(Stored data entries)
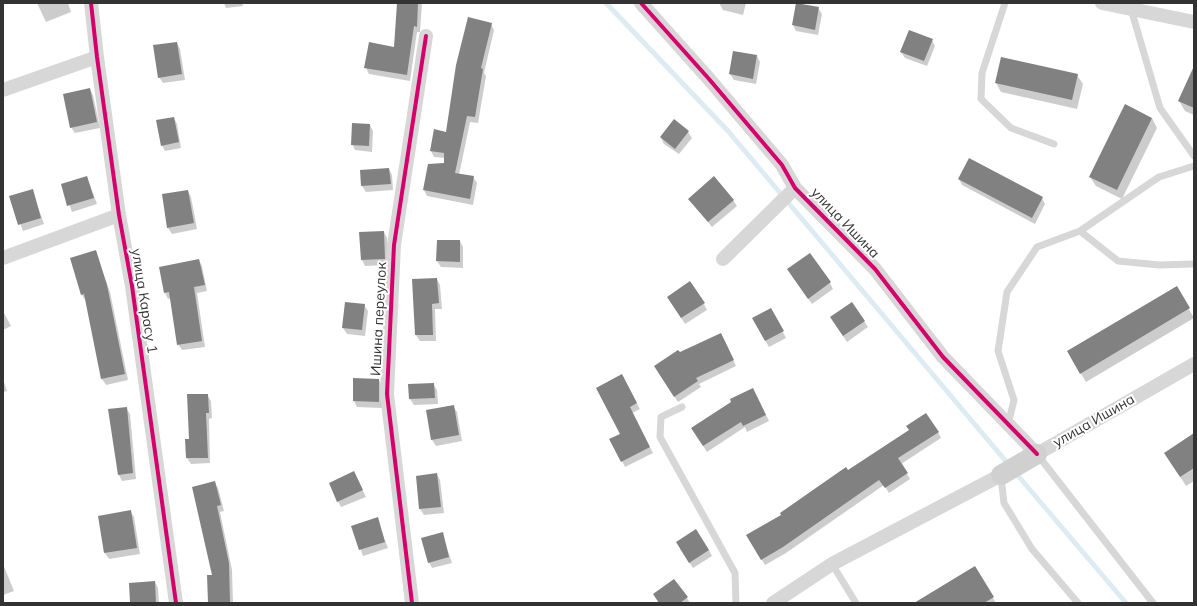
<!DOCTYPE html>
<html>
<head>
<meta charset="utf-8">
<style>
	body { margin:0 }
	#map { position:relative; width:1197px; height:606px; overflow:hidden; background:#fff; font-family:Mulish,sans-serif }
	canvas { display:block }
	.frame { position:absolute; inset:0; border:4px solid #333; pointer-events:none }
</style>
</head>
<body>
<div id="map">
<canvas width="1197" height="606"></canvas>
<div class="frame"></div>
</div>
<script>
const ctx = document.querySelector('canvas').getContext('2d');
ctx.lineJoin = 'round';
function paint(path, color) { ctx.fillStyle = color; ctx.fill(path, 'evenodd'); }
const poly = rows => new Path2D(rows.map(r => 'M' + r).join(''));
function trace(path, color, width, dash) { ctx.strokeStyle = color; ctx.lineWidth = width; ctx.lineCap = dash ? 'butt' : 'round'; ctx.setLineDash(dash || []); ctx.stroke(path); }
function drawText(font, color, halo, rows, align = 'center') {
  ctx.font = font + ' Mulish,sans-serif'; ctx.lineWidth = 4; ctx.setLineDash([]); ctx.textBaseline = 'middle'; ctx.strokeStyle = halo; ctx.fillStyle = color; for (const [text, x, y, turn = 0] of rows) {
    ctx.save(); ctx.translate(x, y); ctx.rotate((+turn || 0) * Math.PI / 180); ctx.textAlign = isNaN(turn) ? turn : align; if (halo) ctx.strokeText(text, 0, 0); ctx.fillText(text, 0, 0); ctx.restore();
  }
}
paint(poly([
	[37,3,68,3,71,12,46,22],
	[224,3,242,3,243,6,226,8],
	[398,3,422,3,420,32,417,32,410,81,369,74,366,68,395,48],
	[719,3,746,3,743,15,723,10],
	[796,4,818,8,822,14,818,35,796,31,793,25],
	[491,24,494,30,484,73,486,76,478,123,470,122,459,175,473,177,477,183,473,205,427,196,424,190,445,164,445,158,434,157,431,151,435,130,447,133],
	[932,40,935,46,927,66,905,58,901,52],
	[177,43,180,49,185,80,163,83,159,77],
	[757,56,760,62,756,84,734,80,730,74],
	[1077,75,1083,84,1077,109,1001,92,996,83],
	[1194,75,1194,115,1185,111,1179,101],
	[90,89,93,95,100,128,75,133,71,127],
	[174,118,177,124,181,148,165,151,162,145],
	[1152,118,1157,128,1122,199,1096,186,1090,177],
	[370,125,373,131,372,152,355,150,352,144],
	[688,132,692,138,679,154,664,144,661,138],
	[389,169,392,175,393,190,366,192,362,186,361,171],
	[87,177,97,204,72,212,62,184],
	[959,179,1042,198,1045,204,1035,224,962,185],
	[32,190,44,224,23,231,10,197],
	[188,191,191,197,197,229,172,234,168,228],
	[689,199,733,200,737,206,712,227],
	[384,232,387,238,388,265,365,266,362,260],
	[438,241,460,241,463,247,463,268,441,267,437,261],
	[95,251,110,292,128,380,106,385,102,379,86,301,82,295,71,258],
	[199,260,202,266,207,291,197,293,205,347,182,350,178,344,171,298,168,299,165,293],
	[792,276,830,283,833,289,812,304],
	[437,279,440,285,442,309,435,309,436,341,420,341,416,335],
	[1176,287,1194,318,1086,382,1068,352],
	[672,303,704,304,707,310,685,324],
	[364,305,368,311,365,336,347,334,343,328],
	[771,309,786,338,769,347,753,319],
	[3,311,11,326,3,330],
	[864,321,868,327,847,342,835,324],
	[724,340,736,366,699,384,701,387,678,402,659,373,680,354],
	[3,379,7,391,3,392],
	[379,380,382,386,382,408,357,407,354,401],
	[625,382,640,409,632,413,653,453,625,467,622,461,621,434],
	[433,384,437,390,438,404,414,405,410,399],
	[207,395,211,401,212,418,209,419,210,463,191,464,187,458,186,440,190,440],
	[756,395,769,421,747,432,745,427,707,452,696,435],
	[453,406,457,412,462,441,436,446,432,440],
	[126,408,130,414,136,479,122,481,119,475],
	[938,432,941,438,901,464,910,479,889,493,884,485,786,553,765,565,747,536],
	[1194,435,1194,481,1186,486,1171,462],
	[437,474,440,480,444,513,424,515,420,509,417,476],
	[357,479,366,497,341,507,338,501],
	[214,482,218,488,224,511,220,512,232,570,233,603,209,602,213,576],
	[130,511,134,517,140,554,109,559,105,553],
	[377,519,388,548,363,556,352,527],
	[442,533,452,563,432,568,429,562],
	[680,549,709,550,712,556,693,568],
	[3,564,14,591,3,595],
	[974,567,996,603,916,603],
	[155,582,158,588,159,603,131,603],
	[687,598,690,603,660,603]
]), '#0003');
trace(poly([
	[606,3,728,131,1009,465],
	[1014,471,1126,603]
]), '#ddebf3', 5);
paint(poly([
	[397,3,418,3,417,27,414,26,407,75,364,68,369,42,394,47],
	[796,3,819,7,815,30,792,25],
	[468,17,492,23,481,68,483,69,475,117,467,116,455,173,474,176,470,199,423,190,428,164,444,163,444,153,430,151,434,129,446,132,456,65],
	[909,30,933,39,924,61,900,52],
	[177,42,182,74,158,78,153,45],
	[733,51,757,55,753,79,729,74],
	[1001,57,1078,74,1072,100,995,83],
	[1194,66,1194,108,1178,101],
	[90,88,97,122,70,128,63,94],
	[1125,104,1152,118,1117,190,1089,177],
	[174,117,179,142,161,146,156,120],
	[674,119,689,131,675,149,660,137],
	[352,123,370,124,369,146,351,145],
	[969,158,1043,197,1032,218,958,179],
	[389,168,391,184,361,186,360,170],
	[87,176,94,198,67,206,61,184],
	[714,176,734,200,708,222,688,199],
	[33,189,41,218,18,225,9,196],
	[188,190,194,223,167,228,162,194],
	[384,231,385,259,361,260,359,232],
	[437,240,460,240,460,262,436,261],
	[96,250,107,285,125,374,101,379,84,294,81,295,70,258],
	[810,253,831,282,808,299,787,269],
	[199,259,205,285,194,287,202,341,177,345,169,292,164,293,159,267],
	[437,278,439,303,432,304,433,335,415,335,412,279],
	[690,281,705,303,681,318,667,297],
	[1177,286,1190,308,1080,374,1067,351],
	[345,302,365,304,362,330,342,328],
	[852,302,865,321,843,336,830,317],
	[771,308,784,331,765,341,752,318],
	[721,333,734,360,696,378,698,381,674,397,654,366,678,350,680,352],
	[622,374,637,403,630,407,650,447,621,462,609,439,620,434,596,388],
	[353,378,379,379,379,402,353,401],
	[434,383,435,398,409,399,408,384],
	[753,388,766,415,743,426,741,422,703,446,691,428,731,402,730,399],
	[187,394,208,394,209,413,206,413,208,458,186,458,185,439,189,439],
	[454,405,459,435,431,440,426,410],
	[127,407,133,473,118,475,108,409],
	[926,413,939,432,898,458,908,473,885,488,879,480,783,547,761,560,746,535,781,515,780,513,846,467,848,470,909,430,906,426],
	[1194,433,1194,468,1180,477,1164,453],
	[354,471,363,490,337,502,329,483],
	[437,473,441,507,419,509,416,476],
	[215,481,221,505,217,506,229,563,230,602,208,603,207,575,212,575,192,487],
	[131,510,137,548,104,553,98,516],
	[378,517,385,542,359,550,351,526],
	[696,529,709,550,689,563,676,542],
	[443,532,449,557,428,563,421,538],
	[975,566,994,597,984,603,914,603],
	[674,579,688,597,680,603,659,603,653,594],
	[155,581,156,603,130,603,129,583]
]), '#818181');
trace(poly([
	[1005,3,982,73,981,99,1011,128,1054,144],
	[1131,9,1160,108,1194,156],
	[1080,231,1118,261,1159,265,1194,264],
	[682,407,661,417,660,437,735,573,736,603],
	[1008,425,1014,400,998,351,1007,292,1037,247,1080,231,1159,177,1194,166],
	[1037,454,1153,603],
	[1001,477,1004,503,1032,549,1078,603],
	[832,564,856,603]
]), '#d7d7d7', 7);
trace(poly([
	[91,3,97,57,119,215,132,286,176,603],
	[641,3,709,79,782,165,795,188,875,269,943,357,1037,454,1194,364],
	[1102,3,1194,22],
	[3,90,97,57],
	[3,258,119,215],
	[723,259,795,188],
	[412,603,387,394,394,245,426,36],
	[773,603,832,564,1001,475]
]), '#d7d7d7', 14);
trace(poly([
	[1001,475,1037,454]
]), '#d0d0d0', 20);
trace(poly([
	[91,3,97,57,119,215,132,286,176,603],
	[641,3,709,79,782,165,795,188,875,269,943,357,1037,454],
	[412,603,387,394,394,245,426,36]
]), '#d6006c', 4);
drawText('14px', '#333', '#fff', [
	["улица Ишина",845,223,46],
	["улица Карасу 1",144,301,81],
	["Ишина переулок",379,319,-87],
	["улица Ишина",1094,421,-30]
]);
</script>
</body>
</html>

Assigned task = If a line in the records above has the word "turn", copy it.

Output =
  ctx.font = font + ' Mulish,sans-serif'; ctx.lineWidth = 4; ctx.setLineDash([]); ctx.textBaseline = 'middle'; ctx.strokeStyle = halo; ctx.fillStyle = color; for (const [text, x, y, turn = 0] of rows) {
    ctx.save(); ctx.translate(x, y); ctx.rotate((+turn || 0) * Math.PI / 180); ctx.textAlign = isNaN(turn) ? turn : align; if (halo) ctx.strokeText(text, 0, 0); ctx.fillText(text, 0, 0); ctx.restore();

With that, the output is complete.